As I write this page I have just returned from the San Francisco Bay Area. I got married in Fairfax, the town I grew up in, on August 9th. In the days leading up to the wedding, Chris and I, and some friends from New York, stayed at the neighbor's house across the road from my parents. The neighbor, coincidentally, was on her honeymoon. It was convenient, but also beautiful - my parents live in a small village north of San Francisco, right on the coast of the San Francisco Bay. I tried to get to the beach to meditate every day before the gang woke up. Sitting by the water, the sounds of the waves had a special message for me on those mornings. I was hearing the pulsation of the mighty ocean as if from the center, as if I were the focal point. As I sat, and perceived the waves drawing in around me and moving out again, I understood Kula, or community, in a new way.

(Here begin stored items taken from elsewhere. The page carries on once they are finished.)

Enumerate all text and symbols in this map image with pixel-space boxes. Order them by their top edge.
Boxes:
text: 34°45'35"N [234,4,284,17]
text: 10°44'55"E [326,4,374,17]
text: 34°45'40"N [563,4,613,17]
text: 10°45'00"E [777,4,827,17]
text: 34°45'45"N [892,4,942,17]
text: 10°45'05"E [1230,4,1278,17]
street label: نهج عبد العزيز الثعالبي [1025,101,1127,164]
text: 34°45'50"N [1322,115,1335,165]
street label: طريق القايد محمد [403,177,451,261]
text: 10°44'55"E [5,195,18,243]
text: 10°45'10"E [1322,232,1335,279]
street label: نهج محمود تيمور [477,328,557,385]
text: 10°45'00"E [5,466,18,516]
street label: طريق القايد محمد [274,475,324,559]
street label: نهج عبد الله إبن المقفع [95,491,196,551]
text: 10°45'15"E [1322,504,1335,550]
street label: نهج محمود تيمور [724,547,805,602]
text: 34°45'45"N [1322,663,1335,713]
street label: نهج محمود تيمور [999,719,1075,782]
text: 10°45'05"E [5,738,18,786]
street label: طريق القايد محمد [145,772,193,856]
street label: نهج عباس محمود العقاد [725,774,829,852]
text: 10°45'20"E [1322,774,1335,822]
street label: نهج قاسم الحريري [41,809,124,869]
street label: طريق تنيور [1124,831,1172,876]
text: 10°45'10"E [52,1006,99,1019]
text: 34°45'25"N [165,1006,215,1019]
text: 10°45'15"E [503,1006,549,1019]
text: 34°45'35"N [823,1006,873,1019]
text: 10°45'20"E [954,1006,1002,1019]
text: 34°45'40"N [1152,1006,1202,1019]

What brought me to this deeper understanding of community was acting the role of the bride. As the married-couple-to-be, Chris and I were partners in the adventure of marriage. But as non traditional as I try to be, the wedding planning somehow became my jurisdiction. Coordinating (sort of) this massive event from afar, I found myself in the last few months at the crux of a great outpouring of effort, creativity, and pure life force. Four of my closest, dearest friends joined together to do the food, the cake, and the flowers. Three of them had scarcely met any of the others. For weeks they emailed each other and talked on the phone. Sometimes they cc'd me, sometimes they didn't. My mother was also involved in this loop, as the senior executive, and my sister, as maid of honor. It is a wonderful feeling to be held in this way. It was also a new and unfamiliar experience for me. I tend to be a worker bee, taking the role of serving, or supporting, rather than that of Diva. But here I was. In the universe that was my wedding, I was the sun. My nearest and dearest from the many aspects of my life drew in closely around me, but also became connected to each other though me, through their relationship with me and mine with them. As the day grew nearer and the universe expanded, more and more of my friends and relatives were drawn in to help cook and set up, and there was help needed in other areas, too, someone to help me find shoes, to take me to get my hair cut (I attempted to cut it myself first). Someone to remind me to step away from the cutting board myself and write my vows. The word tantra means weaving, or web. The tantrikas see the universe as a great mesh of interconnectedness, with every being and form related, somehow, to every other. It is easy to get attached to the feeling of group embrace that comes from all forms and beings in your scope drawing in lovingly around you. And when it loosens, even for a moment, pulsing in the manner of all things, we feel the dark side of the human experience - separate, cold. Un-hugged. It took me a few cycles of this rhythm to get into the groove and remember that emptiness is nothing but the way back to fullness. I was the center of this particular universe, but as we pulsed, and expanded, new relationships were formed. New focal points emerged, and entire new universes grew up around them, independent of my individual being. The waves came in. The waves went out. Spanda.